L’UNEF dénonce fermement la volonté de retirer au CNOUS la gestion des bourses aux étrangers pour la confier au MAE. Cette activité est assurée efficacement et les ressources propre qu’elle génère sont entièrement réinjectées dans le service public de la vie étudiante. Par ce texte, le gouvernement entend tout simplement exclure les étudiants de la définition des politiques de mobilité internationale, et réorienter cette dernière en fonction des seuls intérêts diplomatiques de la France.
Le projet d’un nouvel opérateur de la mobilité étudiante sous la tutelle exclusive du MAE est d’autant plus inquiétant que ce futur opérateur aura le statut d’Etablissement Public à caractère Industriel et Commercial (EPIC), lui permettant notamment de réaliser de juteux bénéfices, en remplacement d’un Groupement d’Intérêt Public (GIP) ! Il est à craindre que seule la mobilité étudiante qui « rapporte » soit privilégiée, au détriment de celle permettant à des étudiants étrangers plus modestes de venir étudier en France.

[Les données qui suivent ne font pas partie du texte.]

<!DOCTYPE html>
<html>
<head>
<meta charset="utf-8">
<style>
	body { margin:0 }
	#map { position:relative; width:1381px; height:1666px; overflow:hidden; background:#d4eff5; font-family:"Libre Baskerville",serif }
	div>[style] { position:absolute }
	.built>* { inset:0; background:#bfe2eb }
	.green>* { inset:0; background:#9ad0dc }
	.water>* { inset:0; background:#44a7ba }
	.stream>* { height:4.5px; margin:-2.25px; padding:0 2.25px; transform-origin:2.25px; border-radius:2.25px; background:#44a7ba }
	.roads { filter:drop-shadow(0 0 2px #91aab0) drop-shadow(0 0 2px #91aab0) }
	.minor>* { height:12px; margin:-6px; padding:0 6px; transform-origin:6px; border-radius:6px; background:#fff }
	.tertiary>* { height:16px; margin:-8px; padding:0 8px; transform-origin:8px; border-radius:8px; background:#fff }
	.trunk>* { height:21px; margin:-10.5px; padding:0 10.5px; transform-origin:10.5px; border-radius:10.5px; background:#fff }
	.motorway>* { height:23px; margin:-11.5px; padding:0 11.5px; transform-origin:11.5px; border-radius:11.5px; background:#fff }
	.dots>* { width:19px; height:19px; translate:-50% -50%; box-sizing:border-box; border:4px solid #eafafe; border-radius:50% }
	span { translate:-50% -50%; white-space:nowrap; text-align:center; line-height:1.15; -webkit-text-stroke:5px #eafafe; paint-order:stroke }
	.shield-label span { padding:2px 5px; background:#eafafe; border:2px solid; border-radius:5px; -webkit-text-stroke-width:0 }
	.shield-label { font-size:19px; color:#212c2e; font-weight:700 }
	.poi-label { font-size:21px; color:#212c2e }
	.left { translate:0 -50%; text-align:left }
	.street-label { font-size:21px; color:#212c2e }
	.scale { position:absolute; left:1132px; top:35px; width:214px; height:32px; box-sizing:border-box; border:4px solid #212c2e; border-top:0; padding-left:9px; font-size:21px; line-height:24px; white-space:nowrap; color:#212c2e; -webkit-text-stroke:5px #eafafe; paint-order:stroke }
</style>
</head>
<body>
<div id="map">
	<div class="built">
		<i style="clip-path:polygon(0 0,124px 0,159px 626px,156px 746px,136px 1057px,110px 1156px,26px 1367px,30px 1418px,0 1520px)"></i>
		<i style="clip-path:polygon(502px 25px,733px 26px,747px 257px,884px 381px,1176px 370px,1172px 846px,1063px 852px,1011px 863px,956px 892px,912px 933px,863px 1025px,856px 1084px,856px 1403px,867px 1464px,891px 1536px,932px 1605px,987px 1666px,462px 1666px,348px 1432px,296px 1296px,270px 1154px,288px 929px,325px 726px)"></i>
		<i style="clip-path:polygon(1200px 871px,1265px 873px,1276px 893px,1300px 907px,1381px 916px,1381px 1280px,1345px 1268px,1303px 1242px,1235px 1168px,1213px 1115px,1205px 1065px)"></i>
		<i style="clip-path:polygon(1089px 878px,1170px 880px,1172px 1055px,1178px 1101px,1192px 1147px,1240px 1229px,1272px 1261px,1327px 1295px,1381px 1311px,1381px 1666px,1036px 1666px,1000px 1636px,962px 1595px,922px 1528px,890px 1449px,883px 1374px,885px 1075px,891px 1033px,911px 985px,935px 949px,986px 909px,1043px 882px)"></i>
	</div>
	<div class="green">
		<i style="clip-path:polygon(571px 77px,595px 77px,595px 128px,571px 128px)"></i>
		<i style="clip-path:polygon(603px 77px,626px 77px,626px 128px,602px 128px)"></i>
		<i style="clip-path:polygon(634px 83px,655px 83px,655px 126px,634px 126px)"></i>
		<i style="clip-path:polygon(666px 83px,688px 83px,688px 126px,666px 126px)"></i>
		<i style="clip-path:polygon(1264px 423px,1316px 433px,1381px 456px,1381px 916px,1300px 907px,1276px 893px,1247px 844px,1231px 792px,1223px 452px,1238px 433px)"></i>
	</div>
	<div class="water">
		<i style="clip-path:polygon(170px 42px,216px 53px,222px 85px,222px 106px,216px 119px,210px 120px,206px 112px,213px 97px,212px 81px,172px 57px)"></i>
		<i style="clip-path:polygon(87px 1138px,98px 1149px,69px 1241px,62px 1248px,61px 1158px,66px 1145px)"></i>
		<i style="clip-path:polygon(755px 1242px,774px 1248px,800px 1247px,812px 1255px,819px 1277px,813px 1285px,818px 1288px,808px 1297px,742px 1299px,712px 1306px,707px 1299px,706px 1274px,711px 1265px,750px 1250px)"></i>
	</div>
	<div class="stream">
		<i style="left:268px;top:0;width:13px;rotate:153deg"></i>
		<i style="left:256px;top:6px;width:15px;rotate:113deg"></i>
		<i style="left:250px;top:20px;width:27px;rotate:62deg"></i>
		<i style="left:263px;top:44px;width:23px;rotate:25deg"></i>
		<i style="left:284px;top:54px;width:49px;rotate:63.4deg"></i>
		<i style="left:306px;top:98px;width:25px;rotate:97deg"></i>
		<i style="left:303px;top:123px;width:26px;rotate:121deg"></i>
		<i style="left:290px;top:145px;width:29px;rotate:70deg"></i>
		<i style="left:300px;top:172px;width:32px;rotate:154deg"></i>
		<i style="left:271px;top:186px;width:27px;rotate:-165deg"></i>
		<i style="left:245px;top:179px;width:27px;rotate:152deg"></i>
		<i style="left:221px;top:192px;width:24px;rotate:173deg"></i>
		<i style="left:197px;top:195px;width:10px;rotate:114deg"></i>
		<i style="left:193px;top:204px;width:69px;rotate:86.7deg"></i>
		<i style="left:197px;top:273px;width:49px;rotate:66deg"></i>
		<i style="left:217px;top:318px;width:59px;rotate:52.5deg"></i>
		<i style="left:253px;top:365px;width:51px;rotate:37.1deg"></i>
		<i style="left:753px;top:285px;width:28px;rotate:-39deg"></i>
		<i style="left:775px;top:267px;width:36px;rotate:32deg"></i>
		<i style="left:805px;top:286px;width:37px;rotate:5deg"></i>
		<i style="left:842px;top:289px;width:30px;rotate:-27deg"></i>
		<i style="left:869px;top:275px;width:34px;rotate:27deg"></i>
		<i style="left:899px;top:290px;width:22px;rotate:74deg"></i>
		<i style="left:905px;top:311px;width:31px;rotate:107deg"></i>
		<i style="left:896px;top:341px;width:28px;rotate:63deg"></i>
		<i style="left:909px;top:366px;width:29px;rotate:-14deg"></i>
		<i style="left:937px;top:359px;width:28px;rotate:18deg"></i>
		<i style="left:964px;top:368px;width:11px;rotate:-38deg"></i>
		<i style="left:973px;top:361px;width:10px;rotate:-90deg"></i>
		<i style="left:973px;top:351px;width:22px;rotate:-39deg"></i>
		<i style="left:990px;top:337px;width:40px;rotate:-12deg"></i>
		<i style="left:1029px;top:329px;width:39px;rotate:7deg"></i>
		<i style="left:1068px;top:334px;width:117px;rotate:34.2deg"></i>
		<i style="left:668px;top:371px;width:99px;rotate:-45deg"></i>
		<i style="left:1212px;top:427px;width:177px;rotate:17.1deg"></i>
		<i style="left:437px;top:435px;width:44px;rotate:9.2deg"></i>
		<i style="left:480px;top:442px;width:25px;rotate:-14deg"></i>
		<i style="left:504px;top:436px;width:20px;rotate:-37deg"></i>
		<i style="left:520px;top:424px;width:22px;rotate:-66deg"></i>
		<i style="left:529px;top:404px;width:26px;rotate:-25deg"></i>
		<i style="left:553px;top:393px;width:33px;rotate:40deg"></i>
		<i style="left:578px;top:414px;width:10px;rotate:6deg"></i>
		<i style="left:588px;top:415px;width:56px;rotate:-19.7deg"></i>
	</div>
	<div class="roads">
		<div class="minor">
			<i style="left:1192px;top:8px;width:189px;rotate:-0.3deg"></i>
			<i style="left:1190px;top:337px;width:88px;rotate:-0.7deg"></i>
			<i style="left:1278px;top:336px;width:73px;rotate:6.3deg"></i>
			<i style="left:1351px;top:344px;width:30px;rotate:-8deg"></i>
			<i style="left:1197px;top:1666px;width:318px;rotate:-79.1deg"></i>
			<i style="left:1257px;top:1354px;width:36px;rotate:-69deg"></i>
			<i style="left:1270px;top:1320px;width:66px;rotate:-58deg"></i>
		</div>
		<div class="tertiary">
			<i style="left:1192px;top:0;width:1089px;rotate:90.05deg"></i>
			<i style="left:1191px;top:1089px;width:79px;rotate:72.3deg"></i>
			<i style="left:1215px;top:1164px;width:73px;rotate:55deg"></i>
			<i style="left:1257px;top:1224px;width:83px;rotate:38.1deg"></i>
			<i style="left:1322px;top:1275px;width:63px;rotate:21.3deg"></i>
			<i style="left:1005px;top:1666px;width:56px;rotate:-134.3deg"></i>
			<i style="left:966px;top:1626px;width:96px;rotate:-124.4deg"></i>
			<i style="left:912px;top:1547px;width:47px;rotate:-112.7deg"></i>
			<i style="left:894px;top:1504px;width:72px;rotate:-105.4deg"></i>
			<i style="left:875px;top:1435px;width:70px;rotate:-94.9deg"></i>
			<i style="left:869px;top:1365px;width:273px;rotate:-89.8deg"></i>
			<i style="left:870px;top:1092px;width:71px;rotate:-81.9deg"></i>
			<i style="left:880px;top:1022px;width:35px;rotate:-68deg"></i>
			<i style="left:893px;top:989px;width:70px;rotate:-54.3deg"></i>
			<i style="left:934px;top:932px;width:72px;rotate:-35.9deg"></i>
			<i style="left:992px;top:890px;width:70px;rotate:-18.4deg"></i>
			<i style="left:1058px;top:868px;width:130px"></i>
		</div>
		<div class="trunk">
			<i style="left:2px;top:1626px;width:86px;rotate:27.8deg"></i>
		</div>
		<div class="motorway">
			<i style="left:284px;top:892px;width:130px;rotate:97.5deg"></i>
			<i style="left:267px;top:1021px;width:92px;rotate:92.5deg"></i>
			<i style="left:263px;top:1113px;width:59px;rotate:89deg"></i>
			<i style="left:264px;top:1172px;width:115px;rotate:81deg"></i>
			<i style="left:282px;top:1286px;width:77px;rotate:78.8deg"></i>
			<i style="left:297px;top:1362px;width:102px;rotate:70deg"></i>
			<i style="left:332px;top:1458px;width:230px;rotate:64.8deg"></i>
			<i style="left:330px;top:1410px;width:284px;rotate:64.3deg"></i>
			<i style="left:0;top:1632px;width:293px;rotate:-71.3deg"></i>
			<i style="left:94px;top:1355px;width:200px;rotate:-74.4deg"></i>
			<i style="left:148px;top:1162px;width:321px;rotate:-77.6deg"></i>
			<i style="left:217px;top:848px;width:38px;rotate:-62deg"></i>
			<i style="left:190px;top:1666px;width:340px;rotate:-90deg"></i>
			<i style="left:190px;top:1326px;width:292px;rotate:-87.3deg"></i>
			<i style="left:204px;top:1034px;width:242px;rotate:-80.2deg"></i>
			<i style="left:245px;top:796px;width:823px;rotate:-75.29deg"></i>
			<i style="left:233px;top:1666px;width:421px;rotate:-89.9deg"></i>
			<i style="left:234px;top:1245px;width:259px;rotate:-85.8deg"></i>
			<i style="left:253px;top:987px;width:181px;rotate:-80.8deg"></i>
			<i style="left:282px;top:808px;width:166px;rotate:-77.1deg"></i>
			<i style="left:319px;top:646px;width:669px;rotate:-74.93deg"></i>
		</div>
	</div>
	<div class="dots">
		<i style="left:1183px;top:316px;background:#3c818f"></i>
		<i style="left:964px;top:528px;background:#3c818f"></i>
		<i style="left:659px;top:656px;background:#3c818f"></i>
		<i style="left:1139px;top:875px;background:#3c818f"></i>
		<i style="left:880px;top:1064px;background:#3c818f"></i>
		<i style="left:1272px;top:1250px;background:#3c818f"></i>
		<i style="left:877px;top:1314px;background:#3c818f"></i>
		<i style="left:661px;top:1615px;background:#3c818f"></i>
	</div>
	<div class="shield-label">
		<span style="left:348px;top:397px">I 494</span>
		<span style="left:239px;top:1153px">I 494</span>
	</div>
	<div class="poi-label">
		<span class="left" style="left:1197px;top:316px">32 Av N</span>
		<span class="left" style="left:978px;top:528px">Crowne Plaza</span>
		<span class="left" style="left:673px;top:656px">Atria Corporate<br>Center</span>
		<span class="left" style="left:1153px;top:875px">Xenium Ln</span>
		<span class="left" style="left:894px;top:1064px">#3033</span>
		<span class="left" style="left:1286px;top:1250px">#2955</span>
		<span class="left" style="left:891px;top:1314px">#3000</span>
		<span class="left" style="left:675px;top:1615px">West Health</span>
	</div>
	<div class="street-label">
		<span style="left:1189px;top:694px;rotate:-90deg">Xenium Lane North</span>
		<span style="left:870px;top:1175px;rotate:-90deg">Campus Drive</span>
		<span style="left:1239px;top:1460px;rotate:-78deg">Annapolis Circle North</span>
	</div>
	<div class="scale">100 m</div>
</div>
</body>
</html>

L’UNEF dénonce ce détournement de la politique de mobilité étudiante dans le but de dégager des bénéfices sur un « marché des élites » potentiellement juteux !
L’UNEF demande à Valérie Pécresse d’empêcher le dépeçage du CNOUS et la mise sous tutelle du ministère des affaires étrangères de la mobilité étudiante
Interpellée à de nombreuses reprises par l’UNEF, Valérie Pécresse a toujours refusé d’intervenir sur la mobilité étudiante, acceptant ainsi de livrer cette activité publique aux velléités diplomatiques et commerciales du MAE.
L’UNEF dénonce ce silence coupable et demande à Valérie Pécresse d’assurer la pérennité des missions accomplies aujourd’hui par les acteurs de la mobilité étudiante :
Avant son examen à l’Assemblée Nationale, l’UNEF exige la remise à plat complète du projet de loi et des garanties concernant la place des étudiants dans les futurs dispositifs de la mobilité étudiante, le rôle exclusif des universités dans l’évaluation des demandes d’inscription et le rôle du CNOUS dans l’accueil et les aides aux étudiants étrangers.
[1] Avis de M. Louis DUVERNOIS, sénateur, au nom de la Commission de la culture, sur le projet de loi relatif à l’action extérieur de l’Etat présenté le 28 janvier 2010.
[2] Le prix de la procédure Campus France pour faire une demande d’inscription et de Visa pour étudier en France dépasse aujourd’hui souvent le revenu médian du pays d’origine.